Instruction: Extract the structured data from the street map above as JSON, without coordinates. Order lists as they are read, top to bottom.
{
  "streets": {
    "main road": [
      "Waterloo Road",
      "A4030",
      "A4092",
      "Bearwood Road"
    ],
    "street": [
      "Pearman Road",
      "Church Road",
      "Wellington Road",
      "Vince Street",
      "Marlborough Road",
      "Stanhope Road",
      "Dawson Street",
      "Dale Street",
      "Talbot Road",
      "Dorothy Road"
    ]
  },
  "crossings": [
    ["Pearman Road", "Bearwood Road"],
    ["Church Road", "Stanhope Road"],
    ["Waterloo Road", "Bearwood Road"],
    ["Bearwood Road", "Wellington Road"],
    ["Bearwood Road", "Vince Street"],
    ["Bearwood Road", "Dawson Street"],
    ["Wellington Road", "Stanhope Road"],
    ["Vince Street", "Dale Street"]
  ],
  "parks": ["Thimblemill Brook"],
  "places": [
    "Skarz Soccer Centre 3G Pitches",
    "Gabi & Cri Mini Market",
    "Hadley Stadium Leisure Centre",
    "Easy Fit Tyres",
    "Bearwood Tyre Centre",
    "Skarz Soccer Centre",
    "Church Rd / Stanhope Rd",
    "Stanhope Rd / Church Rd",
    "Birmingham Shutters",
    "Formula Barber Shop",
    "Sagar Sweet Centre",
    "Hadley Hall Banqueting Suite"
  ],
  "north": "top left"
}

## EXERCISE OBJECTIVE
When you respond, give the whole listing again exactly as written.

## EXERCISE ANSWER
Instruction: Extract the structured data from the street map above as JSON, without coordinates. Order lists as they are read, top to bottom.
{
  "streets": {
    "main road": [
      "Waterloo Road",
      "A4030",
      "A4092",
      "Bearwood Road"
    ],
    "street": [
      "Pearman Road",
      "Church Road",
      "Wellington Road",
      "Vince Street",
      "Marlborough Road",
      "Stanhope Road",
      "Dawson Street",
      "Dale Street",
      "Talbot Road",
      "Dorothy Road"
    ]
  },
  "crossings": [
    ["Pearman Road", "Bearwood Road"],
    ["Church Road", "Stanhope Road"],
    ["Waterloo Road", "Bearwood Road"],
    ["Bearwood Road", "Wellington Road"],
    ["Bearwood Road", "Vince Street"],
    ["Bearwood Road", "Dawson Street"],
    ["Wellington Road", "Stanhope Road"],
    ["Vince Street", "Dale Street"]
  ],
  "parks": ["Thimblemill Brook"],
  "places": [
    "Skarz Soccer Centre 3G Pitches",
    "Gabi & Cri Mini Market",
    "Hadley Stadium Leisure Centre",
    "Easy Fit Tyres",
    "Bearwood Tyre Centre",
    "Skarz Soccer Centre",
    "Church Rd / Stanhope Rd",
    "Stanhope Rd / Church Rd",
    "Birmingham Shutters",
    "Formula Barber Shop",
    "Sagar Sweet Centre",
    "Hadley Hall Banqueting Suite"
  ],
  "north": "top left"
}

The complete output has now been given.